*Your objective*.
The lines to copy run from the one containing "Task: Dump the" through the last line of the listing; copy them exactly and nothing more.

Source data Start Marker

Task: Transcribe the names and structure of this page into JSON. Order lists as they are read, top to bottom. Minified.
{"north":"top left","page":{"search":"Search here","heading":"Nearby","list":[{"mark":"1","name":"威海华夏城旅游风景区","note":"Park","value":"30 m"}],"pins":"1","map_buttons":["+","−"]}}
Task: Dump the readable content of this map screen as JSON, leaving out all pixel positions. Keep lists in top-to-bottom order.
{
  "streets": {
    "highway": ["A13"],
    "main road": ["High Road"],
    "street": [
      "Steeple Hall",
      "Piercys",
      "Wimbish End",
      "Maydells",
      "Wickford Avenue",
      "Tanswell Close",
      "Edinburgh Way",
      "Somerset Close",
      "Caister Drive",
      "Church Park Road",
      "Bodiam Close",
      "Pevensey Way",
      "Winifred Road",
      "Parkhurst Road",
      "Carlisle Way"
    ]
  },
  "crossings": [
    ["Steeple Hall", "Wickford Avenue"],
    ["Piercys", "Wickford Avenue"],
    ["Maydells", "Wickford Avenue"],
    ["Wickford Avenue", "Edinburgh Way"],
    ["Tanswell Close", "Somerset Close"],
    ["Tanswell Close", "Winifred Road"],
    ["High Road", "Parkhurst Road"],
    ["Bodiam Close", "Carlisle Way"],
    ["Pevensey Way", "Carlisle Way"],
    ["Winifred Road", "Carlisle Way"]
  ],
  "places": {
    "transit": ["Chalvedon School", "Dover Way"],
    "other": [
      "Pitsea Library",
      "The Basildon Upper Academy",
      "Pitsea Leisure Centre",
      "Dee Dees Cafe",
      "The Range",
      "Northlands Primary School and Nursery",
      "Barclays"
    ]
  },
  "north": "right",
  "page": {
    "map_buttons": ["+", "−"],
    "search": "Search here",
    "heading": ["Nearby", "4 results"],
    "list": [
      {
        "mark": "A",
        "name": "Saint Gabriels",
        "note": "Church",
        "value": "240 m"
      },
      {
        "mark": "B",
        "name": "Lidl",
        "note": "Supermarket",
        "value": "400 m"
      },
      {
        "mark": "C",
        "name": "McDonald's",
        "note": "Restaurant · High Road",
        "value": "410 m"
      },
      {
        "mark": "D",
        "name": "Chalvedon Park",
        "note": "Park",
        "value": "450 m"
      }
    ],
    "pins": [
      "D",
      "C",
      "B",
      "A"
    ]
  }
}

Source data End Marker

*Response to this exercise*.
Task: Dump the readable content of this map screen as JSON, leaving out all pixel positions. Keep lists in top-to-bottom order.
{
  "streets": {
    "highway": ["A13"],
    "main road": ["High Road"],
    "street": [
      "Steeple Hall",
      "Piercys",
      "Wimbish End",
      "Maydells",
      "Wickford Avenue",
      "Tanswell Close",
      "Edinburgh Way",
      "Somerset Close",
      "Caister Drive",
      "Church Park Road",
      "Bodiam Close",
      "Pevensey Way",
      "Winifred Road",
      "Parkhurst Road",
      "Carlisle Way"
    ]
  },
  "crossings": [
    ["Steeple Hall", "Wickford Avenue"],
    ["Piercys", "Wickford Avenue"],
    ["Maydells", "Wickford Avenue"],
    ["Wickford Avenue", "Edinburgh Way"],
    ["Tanswell Close", "Somerset Close"],
    ["Tanswell Close", "Winifred Road"],
    ["High Road", "Parkhurst Road"],
    ["Bodiam Close", "Carlisle Way"],
    ["Pevensey Way", "Carlisle Way"],
    ["Winifred Road", "Carlisle Way"]
  ],
  "places": {
    "transit": ["Chalvedon School", "Dover Way"],
    "other": [
      "Pitsea Library",
      "The Basildon Upper Academy",
      "Pitsea Leisure Centre",
      "Dee Dees Cafe",
      "The Range",
      "Northlands Primary School and Nursery",
      "Barclays"
    ]
  },
  "north": "right",
  "page": {
    "map_buttons": ["+", "−"],
    "search": "Search here",
    "heading": ["Nearby", "4 results"],
    "list": [
      {
        "mark": "A",
        "name": "Saint Gabriels",
        "note": "Church",
        "value": "240 m"
      },
      {
        "mark": "B",
        "name": "Lidl",
        "note": "Supermarket",
        "value": "400 m"
      },
      {
        "mark": "C",
        "name": "McDonald's",
        "note": "Restaurant · High Road",
        "value": "410 m"
      },
      {
        "mark": "D",
        "name": "Chalvedon Park",
        "note": "Park",
        "value": "450 m"
      }
    ],
    "pins": [
      "D",
      "C",
      "B",
      "A"
    ]
  }
}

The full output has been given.